1 min read

Macabre Monday: Movie Review: Five Nights at Freddy’s (2023)

with more to come in the morrow…

Ignore all the pithy reviews everyone rushed to Letterboxd to make. This movie is dark, and might bring up some unresolved family business. (It did for me—Mary Stuart Masterton, ouch.) 

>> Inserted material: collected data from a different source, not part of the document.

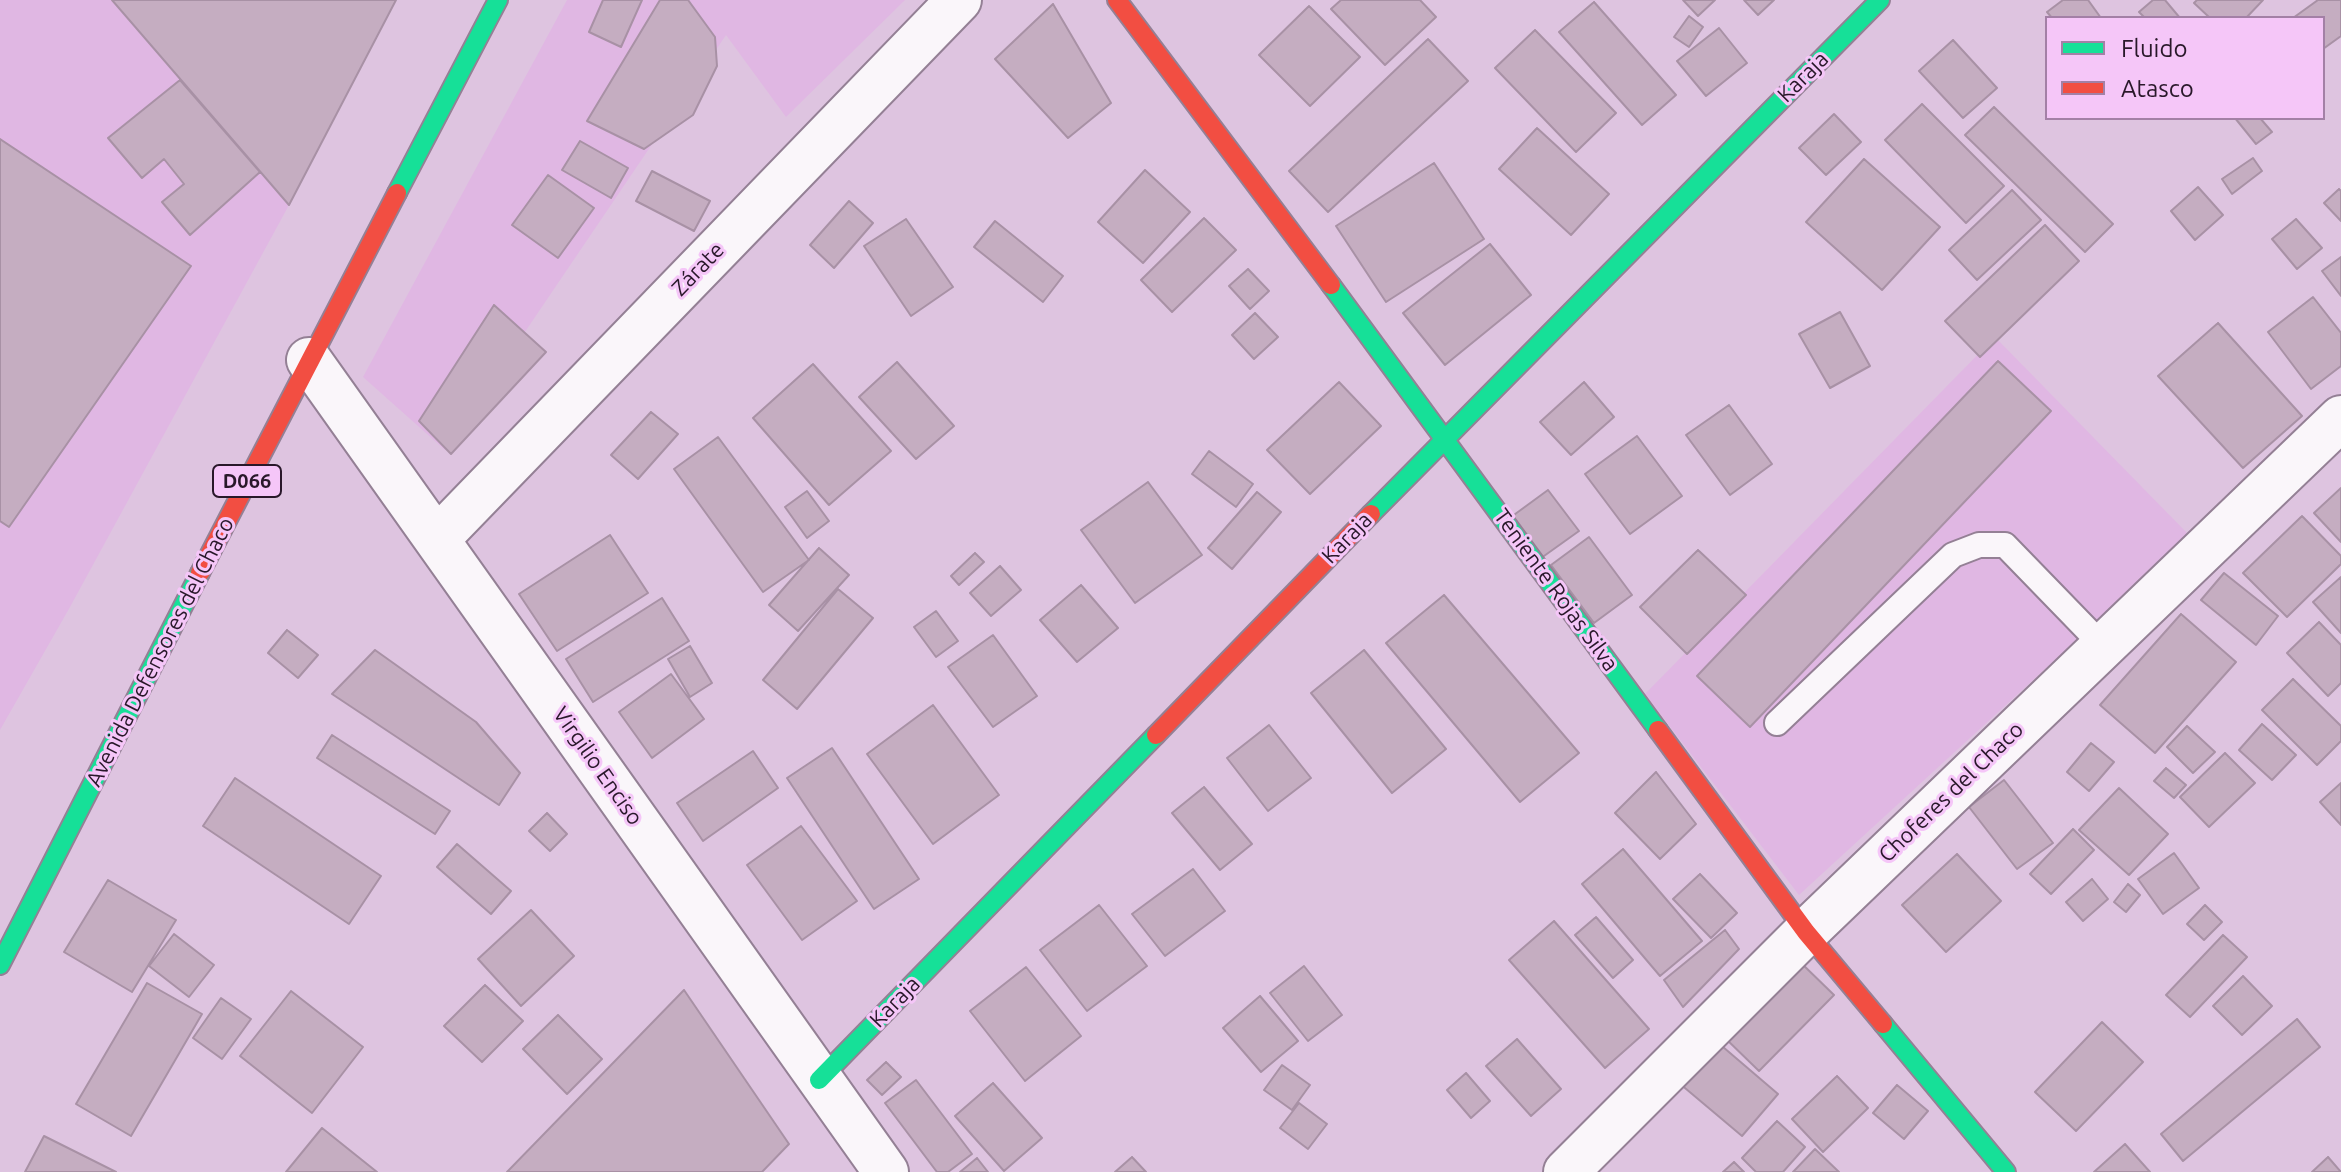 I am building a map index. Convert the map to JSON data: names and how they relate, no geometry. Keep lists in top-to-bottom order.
{
  "streets": {
    "street": [
      "Karaja",
      "Zárate",
      "D066",
      "Teniente Rojas Silva",
      "Avenida Defensores del Chaco",
      "Virgilio Enciso",
      "Choferes del Chaco"
    ]
  },
  "crossings": [
    ["Karaja", "Teniente Rojas Silva"],
    ["Karaja", "Virgilio Enciso"],
    ["Zárate", "Virgilio Enciso"],
    ["Teniente Rojas Silva", "Choferes del Chaco"],
    ["Avenida Defensores del Chaco", "Virgilio Enciso"]
  ],
  "legend": ["Fluido", "Atasco"]
} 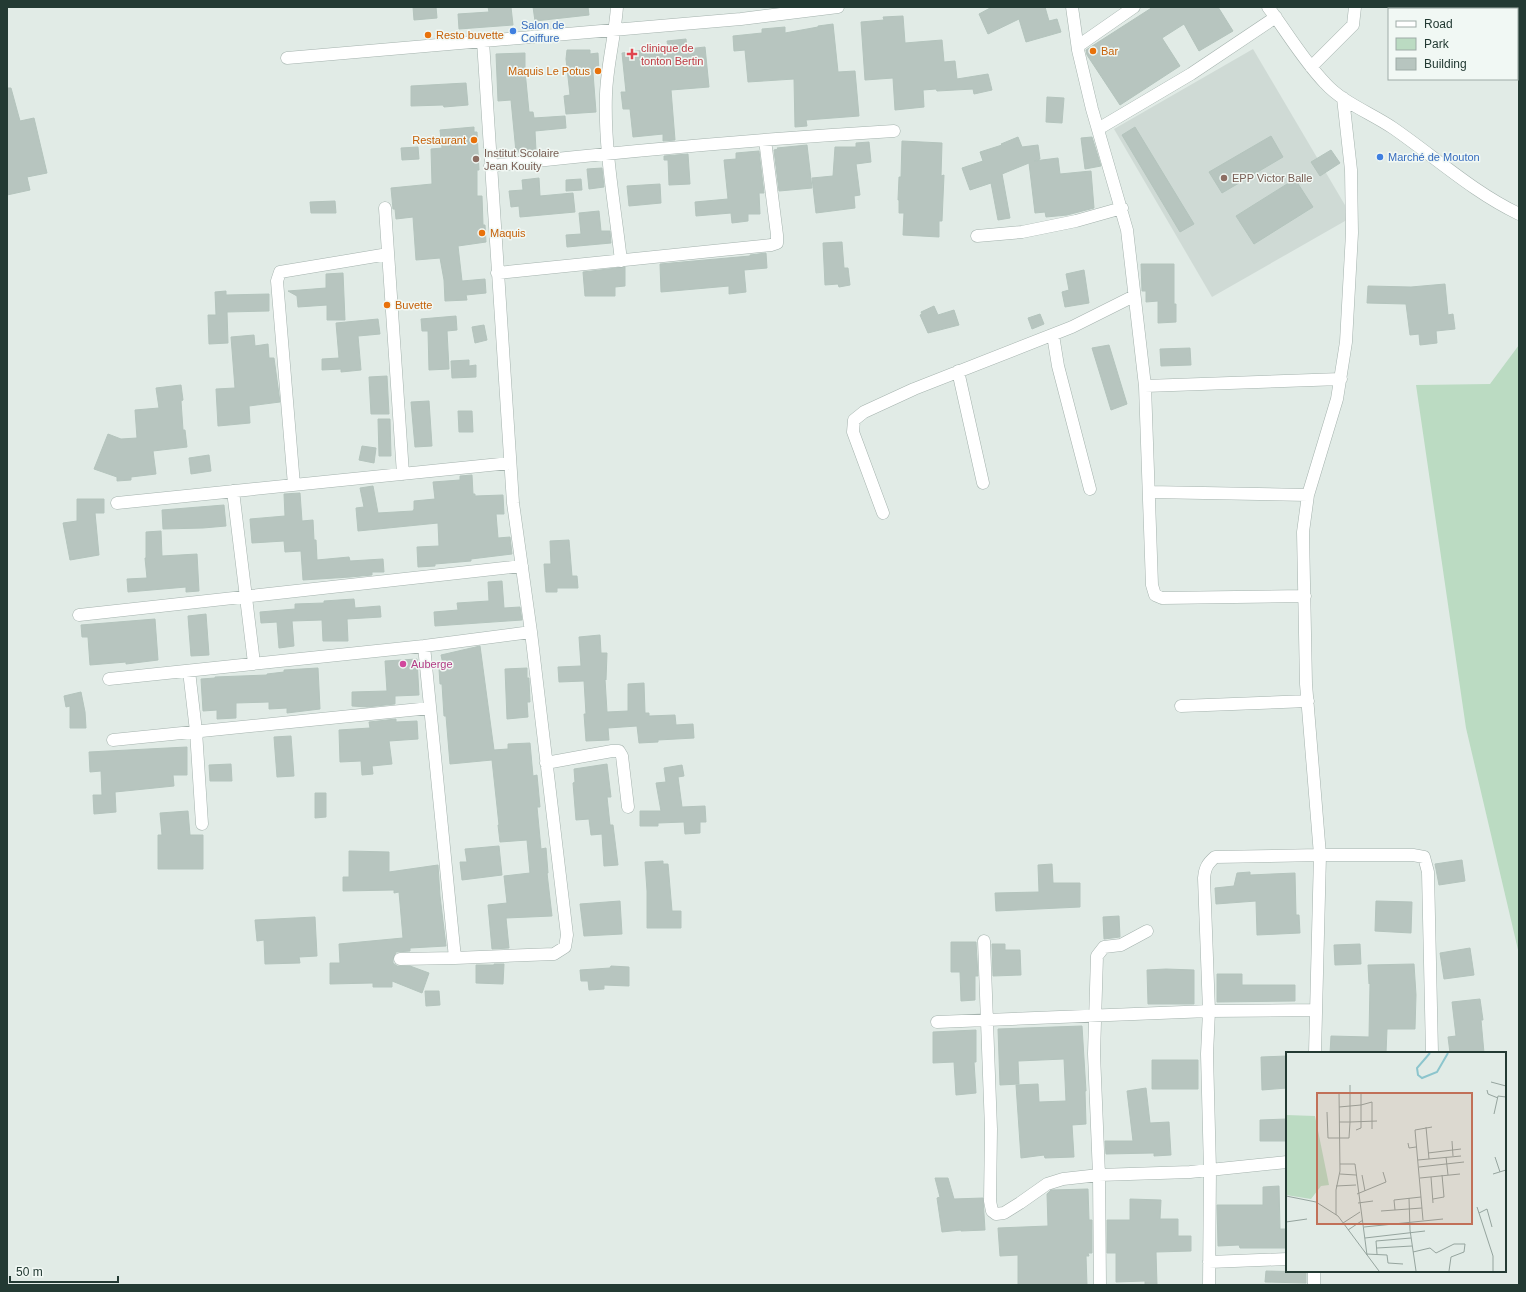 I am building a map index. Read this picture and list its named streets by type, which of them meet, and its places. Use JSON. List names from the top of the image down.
{
  "places": {
    "other": [
      "Salon de Coiffure",
      "Resto buvette",
      "Bar",
      "Maquis Le Potus",
      "Restaurant",
      "Marché de Mouton",
      "Institut Scolaire Jean Kouity",
      "EPP Victor Balle",
      "Maquis",
      "Buvette",
      "Auberge"
    ],
    "health": ["clinique de tonton Bertin"]
  },
  "legend": ["Road", "Park", "Building"],
  "scale_bar": "50 m"
} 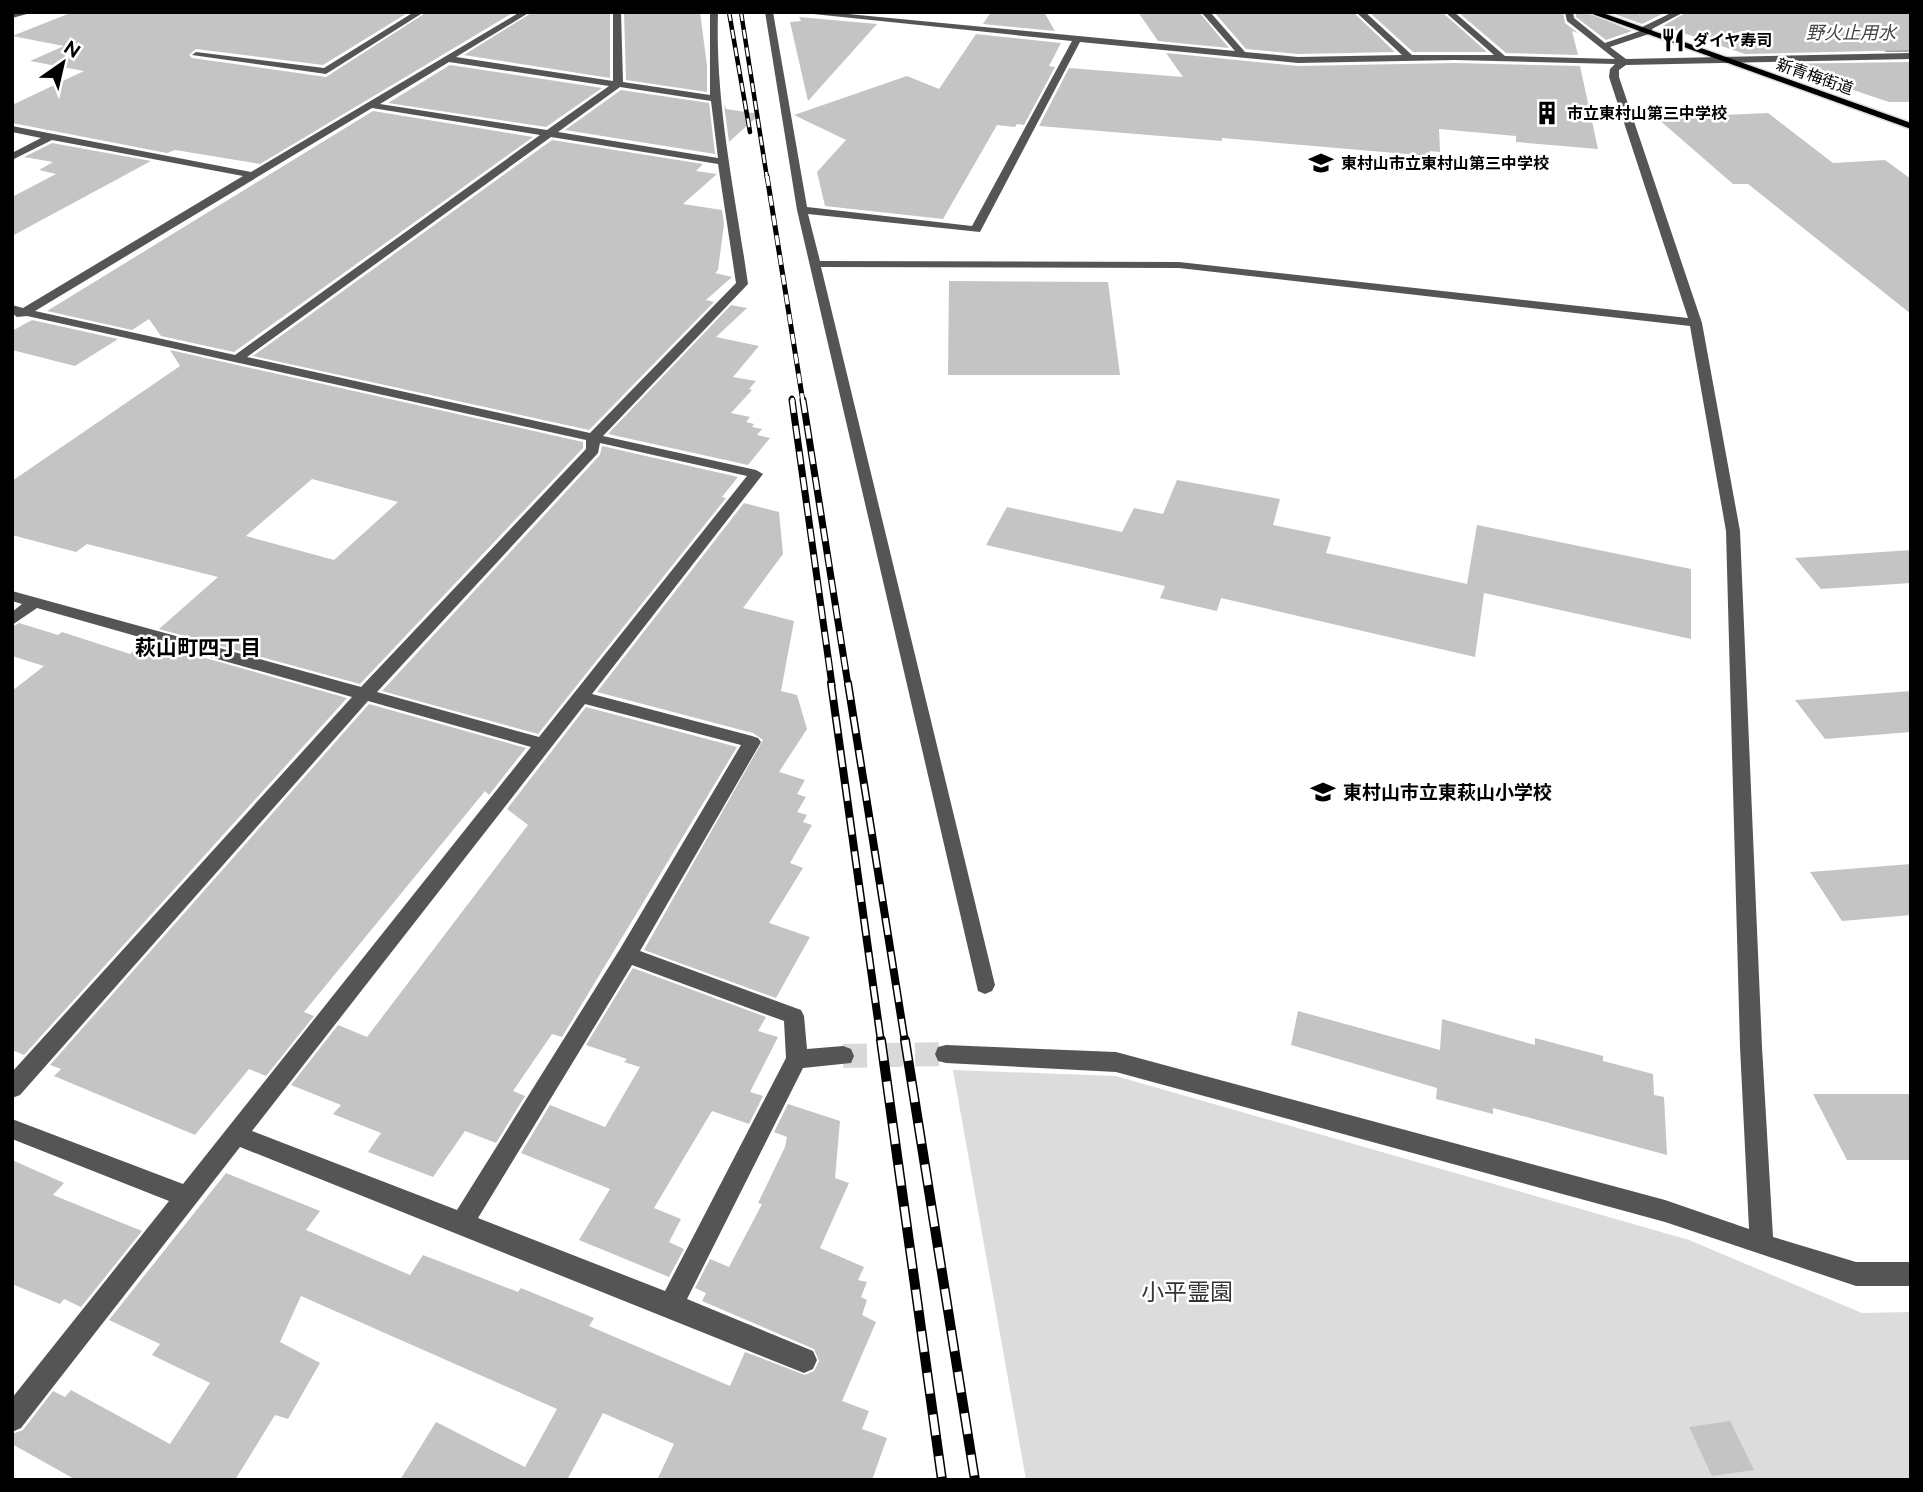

This is how you create horror—starting with something innocuous, even fun, like the holidays, or Chuck E. Cheese, and exploring unresolved childhood trauma, sexuality issues, toxic family dynamics, or why Johnny has no friends. Looking at you, Halloween
I feel weird and uncomfortable now in the best way. I hope I don’t ever come across Chuck E. Cheese tokens or tickets in my random keepsakes, ever. I’ll spook myself. I was the skeeball queen, but I never went near the stage. That mouse was off.

What darkness may lie in a dumbass arcade, you might ask? Here there lie spoilers, but you might want to know, because it goes there:

PTSD

Survivor’s guilt

Child abduction

Child rape

Child murder

Suggested parental abandonment or suicide

Child collusion in adult crimes

Child neglect

Child inter-family custody battling

…set to a snappy 80’s soundtrack! Dark enough for you?

This was written and directed by Emma Tammlin, the director of the deeply unsettling prairie historical horror The Wind (2018), and she did a marvelous job. Nothing explores trauma, especially unresolved trauma, like horror.

Wanna play a game? Happy Mischief Night.

(Also, there is an evil animatronic cupcake 🧁 in this, and holy hell is it both cute and horrifying. Someone find me a replica, please…that I can lock in a cupboard at night. You understand.)